Work task: Go through the records, and copy each line in which the string "does" is present.

Given data:
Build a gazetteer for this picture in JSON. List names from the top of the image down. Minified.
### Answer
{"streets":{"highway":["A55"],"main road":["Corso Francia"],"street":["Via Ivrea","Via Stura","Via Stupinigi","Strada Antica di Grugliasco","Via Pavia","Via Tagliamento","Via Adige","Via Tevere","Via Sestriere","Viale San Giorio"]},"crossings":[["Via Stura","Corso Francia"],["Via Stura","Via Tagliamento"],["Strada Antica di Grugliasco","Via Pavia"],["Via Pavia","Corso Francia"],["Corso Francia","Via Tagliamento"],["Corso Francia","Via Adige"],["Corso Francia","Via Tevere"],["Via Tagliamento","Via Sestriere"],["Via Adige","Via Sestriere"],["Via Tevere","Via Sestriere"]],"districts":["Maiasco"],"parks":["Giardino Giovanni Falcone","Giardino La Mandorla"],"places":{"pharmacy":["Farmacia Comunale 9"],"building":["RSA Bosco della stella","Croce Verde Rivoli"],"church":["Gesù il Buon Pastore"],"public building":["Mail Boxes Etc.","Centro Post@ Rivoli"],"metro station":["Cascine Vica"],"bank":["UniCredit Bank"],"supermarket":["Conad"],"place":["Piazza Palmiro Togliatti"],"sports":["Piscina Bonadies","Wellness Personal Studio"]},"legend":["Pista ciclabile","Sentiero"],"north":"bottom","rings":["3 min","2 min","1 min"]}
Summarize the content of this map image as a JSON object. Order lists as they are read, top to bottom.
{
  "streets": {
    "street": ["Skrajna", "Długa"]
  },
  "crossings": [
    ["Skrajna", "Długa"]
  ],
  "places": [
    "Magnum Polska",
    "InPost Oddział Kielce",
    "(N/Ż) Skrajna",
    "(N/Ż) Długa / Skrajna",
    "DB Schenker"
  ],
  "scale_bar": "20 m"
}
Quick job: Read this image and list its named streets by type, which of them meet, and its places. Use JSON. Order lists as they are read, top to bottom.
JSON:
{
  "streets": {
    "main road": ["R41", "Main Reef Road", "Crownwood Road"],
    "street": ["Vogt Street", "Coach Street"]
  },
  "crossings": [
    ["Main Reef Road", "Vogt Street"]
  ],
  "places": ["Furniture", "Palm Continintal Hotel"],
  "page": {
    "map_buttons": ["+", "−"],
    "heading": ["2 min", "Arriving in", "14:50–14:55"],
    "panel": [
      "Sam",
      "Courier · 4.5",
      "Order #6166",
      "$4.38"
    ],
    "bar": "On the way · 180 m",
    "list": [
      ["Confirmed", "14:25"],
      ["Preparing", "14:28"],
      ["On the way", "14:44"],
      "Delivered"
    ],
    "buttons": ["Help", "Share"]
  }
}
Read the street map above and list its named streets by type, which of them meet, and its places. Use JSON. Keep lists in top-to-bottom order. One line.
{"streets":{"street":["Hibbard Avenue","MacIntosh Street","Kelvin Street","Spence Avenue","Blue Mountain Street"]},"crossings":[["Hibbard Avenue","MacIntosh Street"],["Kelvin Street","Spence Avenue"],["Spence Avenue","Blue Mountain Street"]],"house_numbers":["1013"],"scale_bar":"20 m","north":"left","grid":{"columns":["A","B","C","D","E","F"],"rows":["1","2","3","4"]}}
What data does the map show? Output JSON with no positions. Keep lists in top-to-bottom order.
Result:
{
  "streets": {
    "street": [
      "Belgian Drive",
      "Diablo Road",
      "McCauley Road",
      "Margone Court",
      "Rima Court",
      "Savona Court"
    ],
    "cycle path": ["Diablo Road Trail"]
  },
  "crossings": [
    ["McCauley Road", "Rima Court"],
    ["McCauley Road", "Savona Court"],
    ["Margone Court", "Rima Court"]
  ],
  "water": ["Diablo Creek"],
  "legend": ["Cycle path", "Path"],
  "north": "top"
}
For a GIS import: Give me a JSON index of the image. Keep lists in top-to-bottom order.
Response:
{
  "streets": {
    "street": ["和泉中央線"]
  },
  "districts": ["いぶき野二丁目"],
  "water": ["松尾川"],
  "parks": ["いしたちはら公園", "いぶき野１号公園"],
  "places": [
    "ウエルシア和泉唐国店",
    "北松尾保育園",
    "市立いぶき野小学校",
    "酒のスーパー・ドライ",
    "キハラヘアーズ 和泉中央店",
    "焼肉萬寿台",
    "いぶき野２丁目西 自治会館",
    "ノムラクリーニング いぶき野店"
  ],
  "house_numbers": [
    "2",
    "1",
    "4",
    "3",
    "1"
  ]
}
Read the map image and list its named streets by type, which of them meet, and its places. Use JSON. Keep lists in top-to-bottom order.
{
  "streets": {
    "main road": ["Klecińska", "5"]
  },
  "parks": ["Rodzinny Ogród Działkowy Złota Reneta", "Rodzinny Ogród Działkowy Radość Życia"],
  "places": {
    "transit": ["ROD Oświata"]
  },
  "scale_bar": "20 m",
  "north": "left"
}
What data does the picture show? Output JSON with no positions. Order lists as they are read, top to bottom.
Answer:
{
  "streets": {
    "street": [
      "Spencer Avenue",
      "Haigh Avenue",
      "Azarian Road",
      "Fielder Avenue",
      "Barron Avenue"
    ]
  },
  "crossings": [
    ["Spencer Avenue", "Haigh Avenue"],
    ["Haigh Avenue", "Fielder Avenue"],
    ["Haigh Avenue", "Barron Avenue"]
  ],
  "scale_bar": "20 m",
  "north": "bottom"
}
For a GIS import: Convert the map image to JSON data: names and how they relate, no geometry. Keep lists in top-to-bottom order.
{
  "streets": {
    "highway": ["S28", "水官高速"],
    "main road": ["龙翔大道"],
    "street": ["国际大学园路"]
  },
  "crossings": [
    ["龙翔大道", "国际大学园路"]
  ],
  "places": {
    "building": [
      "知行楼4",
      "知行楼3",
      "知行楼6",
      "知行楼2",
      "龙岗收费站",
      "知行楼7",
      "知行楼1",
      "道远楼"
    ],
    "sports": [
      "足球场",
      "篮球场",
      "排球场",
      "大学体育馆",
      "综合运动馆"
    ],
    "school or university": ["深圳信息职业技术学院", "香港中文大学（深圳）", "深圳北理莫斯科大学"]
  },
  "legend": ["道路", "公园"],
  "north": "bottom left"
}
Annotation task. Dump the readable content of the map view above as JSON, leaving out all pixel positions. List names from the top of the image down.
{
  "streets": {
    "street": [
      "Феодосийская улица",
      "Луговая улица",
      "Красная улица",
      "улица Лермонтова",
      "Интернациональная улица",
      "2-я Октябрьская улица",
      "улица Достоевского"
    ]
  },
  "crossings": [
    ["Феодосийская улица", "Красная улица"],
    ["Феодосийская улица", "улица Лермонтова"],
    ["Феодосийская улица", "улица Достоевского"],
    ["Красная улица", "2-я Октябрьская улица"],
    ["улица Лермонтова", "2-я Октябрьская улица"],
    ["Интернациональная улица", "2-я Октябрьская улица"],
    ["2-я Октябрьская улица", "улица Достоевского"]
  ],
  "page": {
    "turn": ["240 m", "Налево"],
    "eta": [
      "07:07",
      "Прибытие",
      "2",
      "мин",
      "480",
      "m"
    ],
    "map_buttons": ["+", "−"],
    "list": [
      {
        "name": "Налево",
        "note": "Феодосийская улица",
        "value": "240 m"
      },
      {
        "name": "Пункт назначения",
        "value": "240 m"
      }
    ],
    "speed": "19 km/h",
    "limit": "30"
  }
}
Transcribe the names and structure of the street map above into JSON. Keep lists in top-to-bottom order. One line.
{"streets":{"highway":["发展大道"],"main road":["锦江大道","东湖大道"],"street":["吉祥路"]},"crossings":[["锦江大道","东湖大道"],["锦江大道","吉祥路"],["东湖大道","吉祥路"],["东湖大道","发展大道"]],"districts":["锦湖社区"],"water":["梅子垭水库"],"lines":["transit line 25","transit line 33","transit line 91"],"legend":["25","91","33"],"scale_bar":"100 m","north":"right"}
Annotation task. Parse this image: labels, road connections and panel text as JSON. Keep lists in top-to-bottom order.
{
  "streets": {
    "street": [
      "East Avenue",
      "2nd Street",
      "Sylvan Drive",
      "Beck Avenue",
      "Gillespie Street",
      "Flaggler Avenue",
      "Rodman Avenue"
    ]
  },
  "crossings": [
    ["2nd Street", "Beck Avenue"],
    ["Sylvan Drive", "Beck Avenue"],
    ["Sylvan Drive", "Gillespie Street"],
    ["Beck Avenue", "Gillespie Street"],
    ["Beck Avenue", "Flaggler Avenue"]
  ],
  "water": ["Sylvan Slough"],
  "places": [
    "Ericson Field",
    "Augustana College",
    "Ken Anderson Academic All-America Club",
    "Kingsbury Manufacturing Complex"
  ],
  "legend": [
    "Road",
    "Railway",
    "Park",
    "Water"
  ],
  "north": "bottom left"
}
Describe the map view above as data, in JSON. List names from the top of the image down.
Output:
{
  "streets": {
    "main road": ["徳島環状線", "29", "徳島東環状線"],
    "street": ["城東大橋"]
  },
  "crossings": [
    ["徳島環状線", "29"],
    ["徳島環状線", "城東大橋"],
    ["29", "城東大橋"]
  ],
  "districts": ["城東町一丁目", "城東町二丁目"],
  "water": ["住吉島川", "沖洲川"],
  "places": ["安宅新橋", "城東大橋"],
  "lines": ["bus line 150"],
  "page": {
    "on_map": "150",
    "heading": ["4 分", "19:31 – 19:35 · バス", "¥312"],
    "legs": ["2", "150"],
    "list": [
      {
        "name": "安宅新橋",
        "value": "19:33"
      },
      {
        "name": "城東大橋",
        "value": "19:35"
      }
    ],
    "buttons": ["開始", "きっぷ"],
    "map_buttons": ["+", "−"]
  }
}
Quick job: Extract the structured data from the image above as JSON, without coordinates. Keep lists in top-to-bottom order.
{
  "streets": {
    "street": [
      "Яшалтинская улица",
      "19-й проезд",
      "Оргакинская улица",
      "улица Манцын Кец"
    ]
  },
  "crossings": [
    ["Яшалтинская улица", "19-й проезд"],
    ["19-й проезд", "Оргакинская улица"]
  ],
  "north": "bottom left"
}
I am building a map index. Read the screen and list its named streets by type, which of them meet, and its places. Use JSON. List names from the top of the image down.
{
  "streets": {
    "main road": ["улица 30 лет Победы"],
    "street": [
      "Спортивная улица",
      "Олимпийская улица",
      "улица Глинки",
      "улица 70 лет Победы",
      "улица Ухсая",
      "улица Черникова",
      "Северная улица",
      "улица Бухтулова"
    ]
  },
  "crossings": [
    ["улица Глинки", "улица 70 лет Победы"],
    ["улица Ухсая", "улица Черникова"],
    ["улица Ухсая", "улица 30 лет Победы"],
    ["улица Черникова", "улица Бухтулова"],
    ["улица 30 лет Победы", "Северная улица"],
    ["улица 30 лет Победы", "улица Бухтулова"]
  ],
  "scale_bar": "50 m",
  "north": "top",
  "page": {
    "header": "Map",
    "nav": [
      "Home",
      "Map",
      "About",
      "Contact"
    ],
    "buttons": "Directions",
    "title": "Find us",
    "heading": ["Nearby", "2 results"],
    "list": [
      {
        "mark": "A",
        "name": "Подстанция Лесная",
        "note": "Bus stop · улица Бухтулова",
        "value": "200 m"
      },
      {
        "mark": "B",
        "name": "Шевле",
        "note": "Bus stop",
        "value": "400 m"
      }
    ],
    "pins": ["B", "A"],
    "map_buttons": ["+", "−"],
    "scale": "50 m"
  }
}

Reply to the task:
What data does the map show? Output JSON with no positions. Keep lists in top-to-bottom order.
What data does the picture show? Output JSON with no positions. Order lists as they are read, top to bottom.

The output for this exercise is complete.